Exercise instructions: Report back each line of the data that contains the word "lines".

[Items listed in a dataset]
______________________________

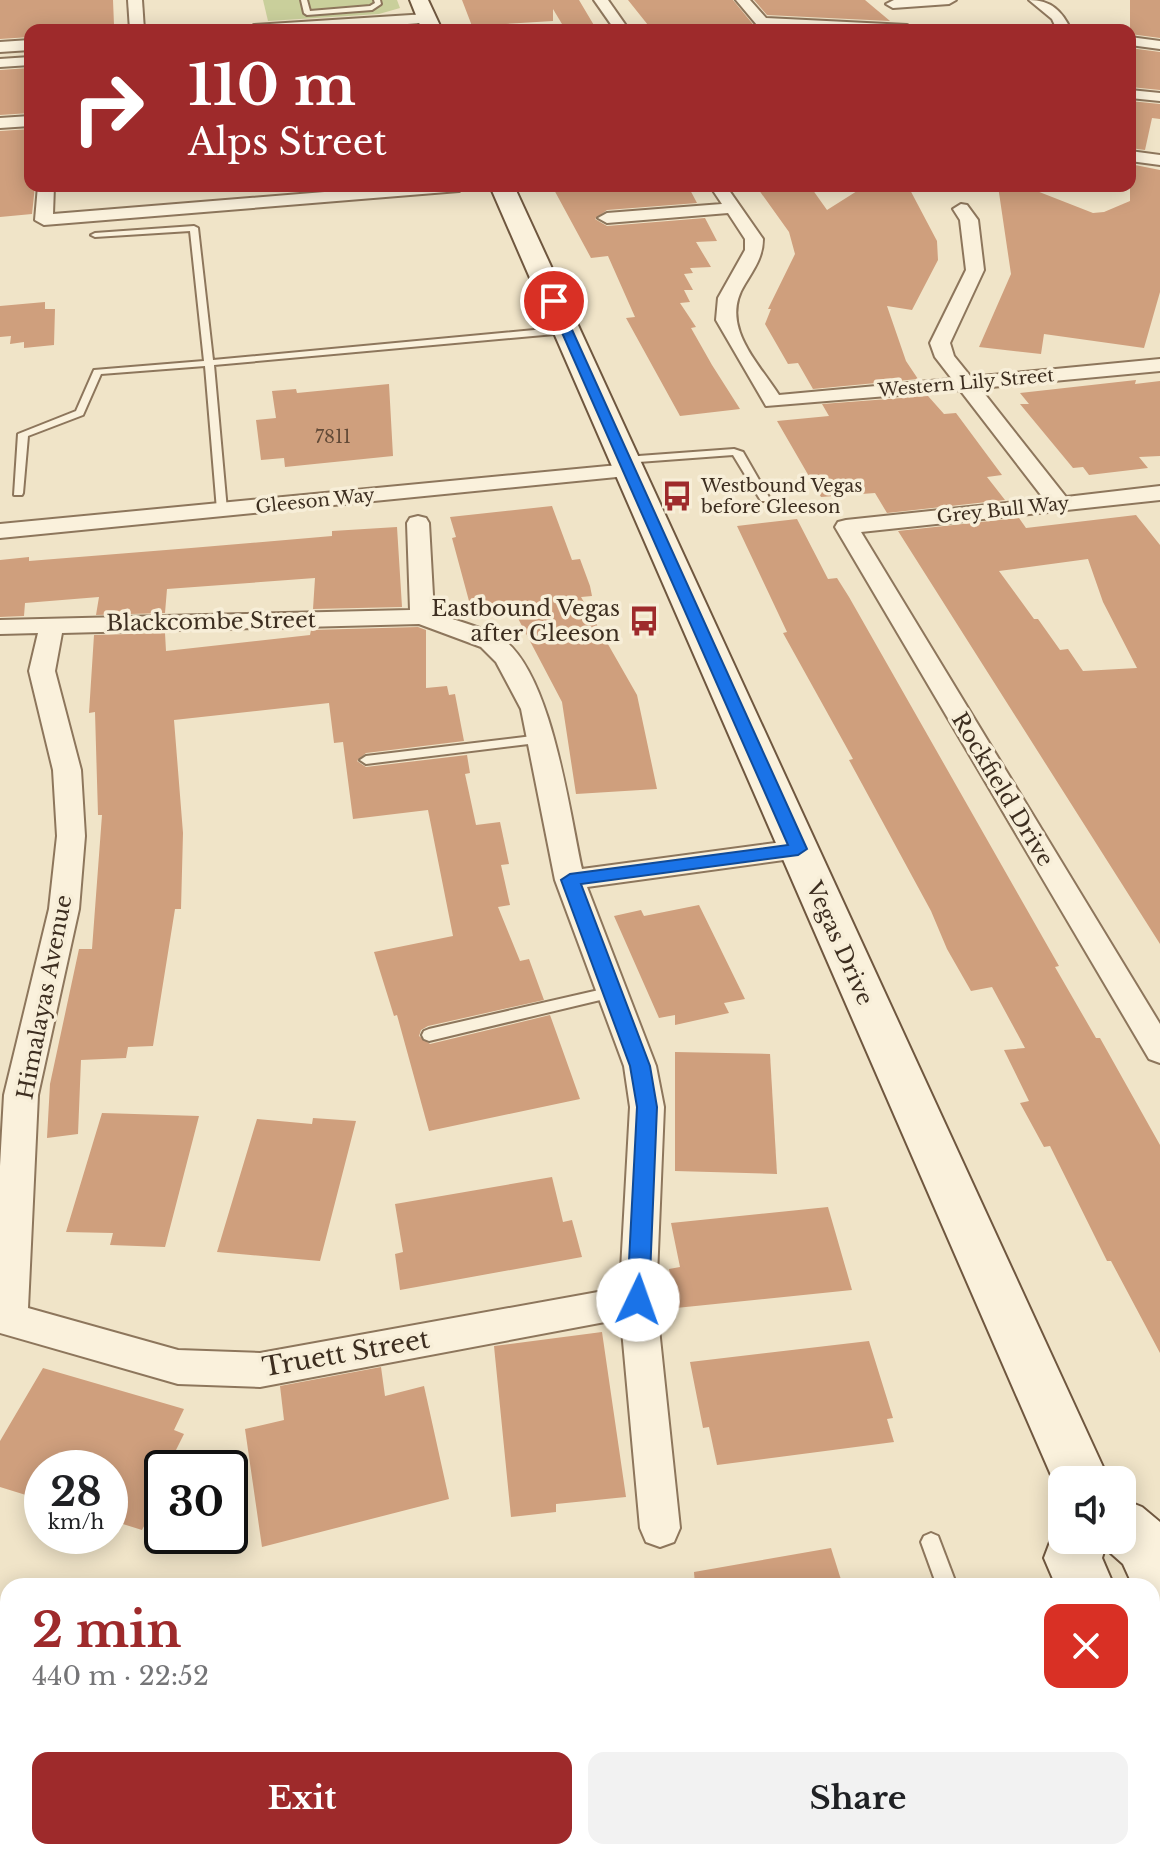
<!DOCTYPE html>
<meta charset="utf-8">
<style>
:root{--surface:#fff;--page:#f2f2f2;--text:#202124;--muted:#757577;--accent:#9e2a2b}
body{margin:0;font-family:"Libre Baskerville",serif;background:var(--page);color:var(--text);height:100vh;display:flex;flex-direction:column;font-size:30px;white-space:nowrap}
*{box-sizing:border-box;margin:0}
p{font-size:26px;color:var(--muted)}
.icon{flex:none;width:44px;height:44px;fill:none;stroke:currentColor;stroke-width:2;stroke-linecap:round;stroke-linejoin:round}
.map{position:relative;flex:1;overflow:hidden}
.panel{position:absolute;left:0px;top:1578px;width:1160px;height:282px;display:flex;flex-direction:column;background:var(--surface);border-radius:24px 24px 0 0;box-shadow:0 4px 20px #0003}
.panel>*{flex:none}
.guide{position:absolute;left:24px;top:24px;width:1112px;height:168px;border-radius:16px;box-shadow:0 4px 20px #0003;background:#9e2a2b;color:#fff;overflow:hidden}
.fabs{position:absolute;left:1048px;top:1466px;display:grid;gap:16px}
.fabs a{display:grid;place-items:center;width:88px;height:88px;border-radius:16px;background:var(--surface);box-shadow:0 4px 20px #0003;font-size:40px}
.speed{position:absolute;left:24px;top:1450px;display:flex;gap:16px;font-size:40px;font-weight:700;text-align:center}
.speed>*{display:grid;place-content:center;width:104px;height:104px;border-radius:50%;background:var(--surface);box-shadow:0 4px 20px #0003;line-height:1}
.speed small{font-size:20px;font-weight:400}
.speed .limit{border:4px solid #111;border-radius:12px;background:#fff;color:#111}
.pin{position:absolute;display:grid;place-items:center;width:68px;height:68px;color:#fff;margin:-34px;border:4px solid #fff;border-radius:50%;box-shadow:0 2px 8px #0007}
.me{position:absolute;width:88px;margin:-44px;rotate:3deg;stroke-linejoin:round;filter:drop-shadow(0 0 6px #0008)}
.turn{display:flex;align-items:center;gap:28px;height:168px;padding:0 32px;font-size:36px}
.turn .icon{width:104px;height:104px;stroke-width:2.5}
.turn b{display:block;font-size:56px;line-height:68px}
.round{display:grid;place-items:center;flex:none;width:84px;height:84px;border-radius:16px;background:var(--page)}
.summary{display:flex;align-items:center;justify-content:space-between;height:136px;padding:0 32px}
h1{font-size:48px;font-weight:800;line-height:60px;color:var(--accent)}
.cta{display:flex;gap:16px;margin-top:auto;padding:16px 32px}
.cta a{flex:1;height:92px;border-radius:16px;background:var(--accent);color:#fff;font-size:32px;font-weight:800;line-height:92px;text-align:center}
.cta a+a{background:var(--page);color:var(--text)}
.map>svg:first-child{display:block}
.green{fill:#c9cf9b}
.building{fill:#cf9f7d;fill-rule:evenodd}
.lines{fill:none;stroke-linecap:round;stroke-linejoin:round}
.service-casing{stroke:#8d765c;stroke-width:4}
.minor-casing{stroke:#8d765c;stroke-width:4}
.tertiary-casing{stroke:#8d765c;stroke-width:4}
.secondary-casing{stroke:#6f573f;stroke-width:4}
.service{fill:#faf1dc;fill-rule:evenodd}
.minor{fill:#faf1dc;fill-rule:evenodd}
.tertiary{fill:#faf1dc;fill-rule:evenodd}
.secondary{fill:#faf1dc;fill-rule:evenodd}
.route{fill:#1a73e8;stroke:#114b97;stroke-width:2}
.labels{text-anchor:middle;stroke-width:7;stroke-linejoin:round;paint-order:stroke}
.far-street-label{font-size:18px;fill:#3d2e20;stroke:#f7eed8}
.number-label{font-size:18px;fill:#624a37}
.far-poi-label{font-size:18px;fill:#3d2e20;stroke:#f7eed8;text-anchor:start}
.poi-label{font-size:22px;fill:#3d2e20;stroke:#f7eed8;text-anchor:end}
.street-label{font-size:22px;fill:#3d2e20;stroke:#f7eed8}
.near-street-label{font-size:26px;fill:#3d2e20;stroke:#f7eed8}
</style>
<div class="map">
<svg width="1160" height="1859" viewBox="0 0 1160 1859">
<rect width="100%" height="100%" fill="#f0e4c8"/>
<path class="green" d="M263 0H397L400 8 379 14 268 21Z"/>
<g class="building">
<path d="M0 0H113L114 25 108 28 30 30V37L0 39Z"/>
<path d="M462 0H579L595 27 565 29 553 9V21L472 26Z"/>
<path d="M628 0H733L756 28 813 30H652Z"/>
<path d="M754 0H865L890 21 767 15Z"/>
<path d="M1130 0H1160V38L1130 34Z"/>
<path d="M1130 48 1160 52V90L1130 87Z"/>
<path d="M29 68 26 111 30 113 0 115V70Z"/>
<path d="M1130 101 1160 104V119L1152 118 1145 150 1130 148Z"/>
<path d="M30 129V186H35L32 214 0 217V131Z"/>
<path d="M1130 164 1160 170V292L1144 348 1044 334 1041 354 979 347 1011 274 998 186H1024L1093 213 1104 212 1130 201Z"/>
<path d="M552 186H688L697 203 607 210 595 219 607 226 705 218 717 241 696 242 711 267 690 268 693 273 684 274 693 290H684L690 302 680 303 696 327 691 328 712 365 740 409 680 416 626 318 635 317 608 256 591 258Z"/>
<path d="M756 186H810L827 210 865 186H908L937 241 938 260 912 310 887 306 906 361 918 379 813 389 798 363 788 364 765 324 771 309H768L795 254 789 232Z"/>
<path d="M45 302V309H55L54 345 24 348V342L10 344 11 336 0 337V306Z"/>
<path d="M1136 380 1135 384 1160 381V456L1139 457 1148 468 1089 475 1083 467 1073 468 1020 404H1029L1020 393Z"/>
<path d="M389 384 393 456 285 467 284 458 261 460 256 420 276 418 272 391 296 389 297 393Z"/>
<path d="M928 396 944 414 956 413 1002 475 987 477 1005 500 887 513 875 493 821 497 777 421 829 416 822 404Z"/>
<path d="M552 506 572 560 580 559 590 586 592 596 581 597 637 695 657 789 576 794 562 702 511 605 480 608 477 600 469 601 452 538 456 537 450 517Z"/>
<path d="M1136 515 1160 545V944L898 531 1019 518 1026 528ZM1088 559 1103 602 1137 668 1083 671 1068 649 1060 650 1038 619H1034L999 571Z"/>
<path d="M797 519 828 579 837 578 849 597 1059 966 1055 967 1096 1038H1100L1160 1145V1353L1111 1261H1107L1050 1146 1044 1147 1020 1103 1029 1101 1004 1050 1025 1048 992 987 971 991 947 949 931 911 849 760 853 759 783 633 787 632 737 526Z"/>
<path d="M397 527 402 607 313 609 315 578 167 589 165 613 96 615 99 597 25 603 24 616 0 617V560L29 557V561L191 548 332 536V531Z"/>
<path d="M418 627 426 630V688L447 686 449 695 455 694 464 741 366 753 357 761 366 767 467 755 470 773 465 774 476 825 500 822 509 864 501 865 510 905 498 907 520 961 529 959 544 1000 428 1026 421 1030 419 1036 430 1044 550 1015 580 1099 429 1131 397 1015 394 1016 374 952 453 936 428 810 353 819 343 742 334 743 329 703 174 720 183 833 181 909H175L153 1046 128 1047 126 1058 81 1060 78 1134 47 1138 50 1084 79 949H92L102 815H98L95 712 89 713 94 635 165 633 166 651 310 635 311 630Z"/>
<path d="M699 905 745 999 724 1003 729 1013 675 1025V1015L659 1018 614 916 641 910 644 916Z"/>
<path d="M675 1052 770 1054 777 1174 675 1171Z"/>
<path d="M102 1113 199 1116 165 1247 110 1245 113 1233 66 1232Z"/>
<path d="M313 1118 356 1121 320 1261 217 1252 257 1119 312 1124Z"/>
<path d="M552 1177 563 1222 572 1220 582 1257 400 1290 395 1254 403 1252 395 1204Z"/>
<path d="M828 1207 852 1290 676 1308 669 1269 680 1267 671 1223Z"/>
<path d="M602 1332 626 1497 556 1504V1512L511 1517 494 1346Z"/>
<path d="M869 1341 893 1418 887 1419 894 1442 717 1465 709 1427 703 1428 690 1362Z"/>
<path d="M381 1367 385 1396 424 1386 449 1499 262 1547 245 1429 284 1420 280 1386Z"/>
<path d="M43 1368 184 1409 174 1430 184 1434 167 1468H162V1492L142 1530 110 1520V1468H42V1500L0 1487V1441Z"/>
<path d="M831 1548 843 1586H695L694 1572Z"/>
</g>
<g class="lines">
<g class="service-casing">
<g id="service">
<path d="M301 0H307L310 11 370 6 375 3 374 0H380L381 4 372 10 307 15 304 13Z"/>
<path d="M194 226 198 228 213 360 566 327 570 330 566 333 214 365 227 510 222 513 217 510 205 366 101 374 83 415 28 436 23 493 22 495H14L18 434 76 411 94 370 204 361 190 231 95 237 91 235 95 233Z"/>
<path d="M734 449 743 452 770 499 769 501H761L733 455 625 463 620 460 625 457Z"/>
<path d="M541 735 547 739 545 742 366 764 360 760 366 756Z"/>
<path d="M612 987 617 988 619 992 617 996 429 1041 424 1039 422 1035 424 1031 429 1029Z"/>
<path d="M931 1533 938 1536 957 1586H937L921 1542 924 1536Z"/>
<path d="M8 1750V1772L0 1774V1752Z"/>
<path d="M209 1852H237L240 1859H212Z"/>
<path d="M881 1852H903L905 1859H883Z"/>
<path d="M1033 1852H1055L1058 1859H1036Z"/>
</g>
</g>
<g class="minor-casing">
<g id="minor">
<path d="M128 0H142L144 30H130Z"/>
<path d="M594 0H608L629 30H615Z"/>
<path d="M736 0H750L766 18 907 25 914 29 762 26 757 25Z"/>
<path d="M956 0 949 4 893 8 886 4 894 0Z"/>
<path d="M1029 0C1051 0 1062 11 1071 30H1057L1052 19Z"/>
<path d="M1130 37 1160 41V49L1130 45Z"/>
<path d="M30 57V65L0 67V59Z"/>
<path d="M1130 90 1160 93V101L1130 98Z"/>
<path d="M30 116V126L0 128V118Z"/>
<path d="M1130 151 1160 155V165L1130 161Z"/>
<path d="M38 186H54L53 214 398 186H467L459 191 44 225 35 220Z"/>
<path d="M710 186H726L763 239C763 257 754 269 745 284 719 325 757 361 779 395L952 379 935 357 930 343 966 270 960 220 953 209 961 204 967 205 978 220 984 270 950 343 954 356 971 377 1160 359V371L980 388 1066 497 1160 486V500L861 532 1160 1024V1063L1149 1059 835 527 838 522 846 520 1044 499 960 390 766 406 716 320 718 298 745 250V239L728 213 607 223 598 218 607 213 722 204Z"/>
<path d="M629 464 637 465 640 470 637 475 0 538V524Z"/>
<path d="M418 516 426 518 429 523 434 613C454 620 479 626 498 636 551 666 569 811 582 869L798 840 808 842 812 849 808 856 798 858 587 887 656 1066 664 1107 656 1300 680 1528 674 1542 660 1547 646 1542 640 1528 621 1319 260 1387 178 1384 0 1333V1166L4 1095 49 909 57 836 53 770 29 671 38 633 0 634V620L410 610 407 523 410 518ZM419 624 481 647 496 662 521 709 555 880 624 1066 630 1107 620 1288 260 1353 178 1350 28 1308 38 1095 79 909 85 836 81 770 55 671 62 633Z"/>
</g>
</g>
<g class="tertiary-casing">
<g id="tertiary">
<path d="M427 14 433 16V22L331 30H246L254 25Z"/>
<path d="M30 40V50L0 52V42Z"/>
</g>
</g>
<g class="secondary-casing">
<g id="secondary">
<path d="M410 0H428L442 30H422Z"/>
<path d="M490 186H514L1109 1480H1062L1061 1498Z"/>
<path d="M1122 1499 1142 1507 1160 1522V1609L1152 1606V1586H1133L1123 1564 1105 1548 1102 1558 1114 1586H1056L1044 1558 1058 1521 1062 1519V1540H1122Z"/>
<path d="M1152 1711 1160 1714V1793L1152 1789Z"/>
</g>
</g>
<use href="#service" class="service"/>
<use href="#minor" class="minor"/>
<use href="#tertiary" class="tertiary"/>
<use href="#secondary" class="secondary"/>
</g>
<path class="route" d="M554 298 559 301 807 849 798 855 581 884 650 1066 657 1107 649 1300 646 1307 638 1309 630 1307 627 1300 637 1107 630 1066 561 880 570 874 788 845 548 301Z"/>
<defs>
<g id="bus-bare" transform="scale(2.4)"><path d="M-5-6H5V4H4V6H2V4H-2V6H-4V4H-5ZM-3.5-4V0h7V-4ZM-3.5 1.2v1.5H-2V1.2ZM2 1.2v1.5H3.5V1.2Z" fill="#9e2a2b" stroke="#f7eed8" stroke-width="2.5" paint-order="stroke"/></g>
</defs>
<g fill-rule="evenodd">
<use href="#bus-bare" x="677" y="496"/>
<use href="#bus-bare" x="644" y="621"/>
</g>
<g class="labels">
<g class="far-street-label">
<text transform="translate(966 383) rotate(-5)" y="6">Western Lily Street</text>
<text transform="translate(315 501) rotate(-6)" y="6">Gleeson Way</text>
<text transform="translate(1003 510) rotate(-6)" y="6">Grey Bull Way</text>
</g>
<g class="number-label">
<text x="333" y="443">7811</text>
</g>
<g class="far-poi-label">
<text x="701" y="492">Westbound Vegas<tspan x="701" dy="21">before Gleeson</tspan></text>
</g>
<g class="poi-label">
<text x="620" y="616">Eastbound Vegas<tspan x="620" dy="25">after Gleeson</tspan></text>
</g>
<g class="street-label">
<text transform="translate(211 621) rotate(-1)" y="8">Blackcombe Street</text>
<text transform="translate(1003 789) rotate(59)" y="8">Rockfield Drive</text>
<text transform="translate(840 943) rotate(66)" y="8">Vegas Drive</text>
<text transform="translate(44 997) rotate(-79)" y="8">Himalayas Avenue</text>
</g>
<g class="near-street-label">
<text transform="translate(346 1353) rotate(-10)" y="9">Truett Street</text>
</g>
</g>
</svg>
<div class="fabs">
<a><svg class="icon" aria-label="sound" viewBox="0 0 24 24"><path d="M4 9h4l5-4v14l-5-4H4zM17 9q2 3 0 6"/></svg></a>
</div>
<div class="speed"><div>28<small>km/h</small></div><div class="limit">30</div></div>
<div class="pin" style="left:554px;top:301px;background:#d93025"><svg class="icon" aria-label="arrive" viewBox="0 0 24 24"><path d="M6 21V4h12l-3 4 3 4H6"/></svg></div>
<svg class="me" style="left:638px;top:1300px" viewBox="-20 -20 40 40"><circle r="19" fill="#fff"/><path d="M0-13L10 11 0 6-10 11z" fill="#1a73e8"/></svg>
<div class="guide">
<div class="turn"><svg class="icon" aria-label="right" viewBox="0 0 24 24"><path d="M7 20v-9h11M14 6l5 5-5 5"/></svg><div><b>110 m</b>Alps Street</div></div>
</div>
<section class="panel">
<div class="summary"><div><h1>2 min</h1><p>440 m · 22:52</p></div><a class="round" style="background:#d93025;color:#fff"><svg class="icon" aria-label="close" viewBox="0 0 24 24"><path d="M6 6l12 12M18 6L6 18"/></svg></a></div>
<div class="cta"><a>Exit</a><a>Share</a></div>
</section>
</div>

______________________________

Exercise result:
.lines{fill:none;stroke-linecap:round;stroke-linejoin:round}
<g class="lines">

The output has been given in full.